*Required work:*
Would you please output the lines of the data below from the one containing "Read this image" to the end, exactly and with nothing added?

+ + + + + + +

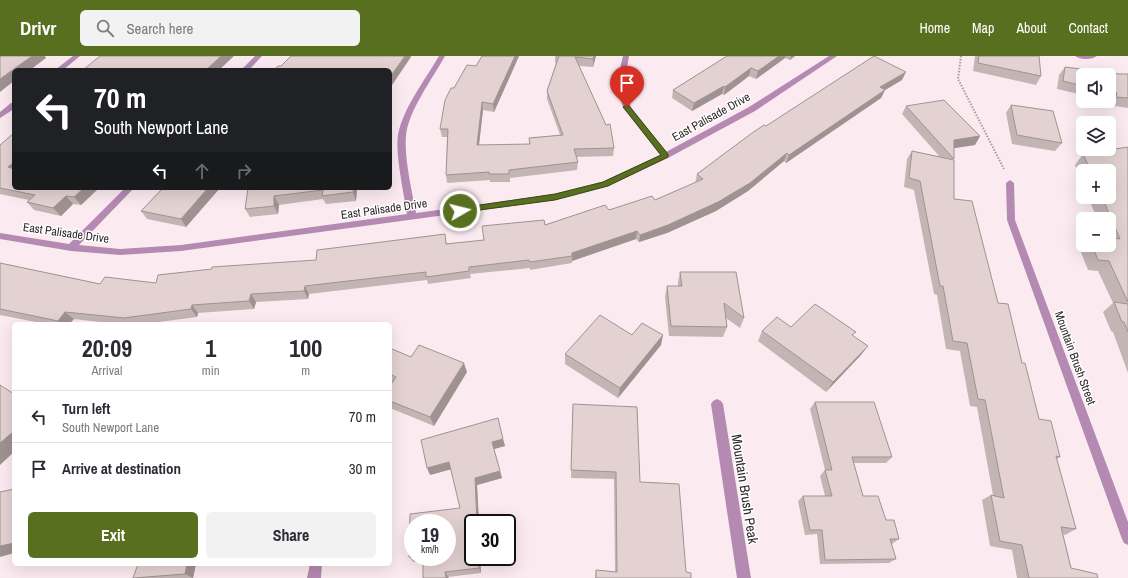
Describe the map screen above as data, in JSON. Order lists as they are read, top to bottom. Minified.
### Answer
{"streets":{"street":["East Palisade Drive","Mountain Brush Street","Mountain Brush Peak"]},"page":{"header":"Drivr","search":"Search here","nav":["Home","Map","About","Contact"],"map_buttons":["+","−"],"turn":["70 m","South Newport Lane"],"eta":["20:09","Arrival","1","min","100","m"],"list":[{"name":"Turn left","note":"South Newport Lane","value":"70 m"},{"name":"Arrive at destination","value":"30 m"}],"buttons":["Exit","Share"],"speed":"19 km/h","limit":"30"}}
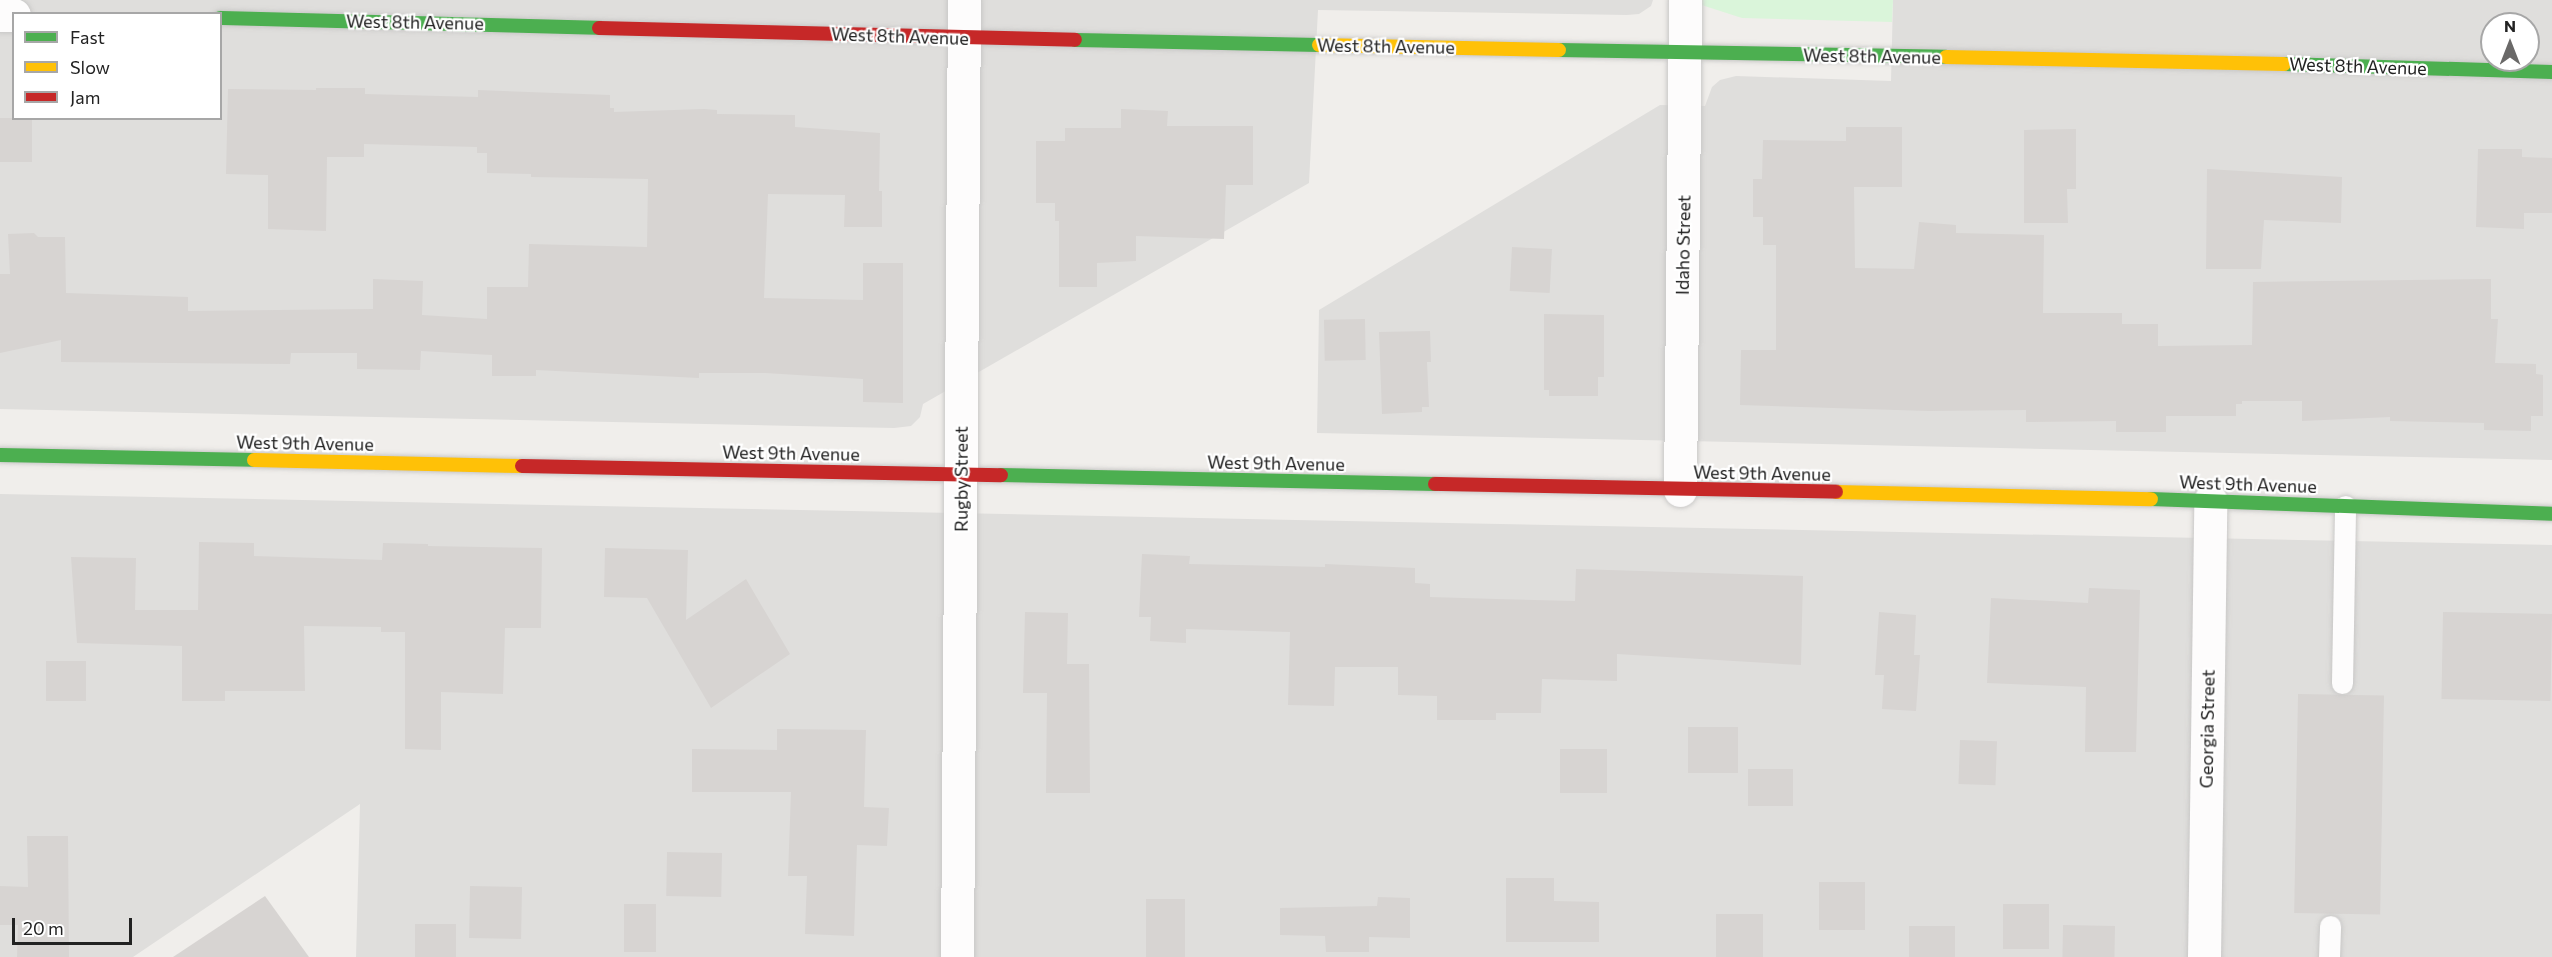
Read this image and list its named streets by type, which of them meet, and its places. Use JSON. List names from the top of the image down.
{
  "streets": {
    "main road": ["West 8th Avenue", "West 9th Avenue"],
    "street": ["Idaho Street", "Rugby Street", "Georgia Street"]
  },
  "crossings": [
    ["West 8th Avenue", "Idaho Street"],
    ["West 8th Avenue", "Rugby Street"],
    ["Idaho Street", "West 9th Avenue"],
    ["West 9th Avenue", "Rugby Street"],
    ["West 9th Avenue", "Georgia Street"]
  ],
  "legend": ["Fast", "Slow", "Jam"],
  "scale_bar": "20 m",
  "north": "top"
}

+ + + + + + +

*Response to this task:*
Read this image and list its named streets by type, which of them meet, and its places. Use JSON. List names from the top of the image down.
{
  "streets": {
    "main road": ["West 8th Avenue", "West 9th Avenue"],
    "street": ["Idaho Street", "Rugby Street", "Georgia Street"]
  },
  "crossings": [
    ["West 8th Avenue", "Idaho Street"],
    ["West 8th Avenue", "Rugby Street"],
    ["Idaho Street", "West 9th Avenue"],
    ["West 9th Avenue", "Rugby Street"],
    ["West 9th Avenue", "Georgia Street"]
  ],
  "legend": ["Fast", "Slow", "Jam"],
  "scale_bar": "20 m",
  "north": "top"
}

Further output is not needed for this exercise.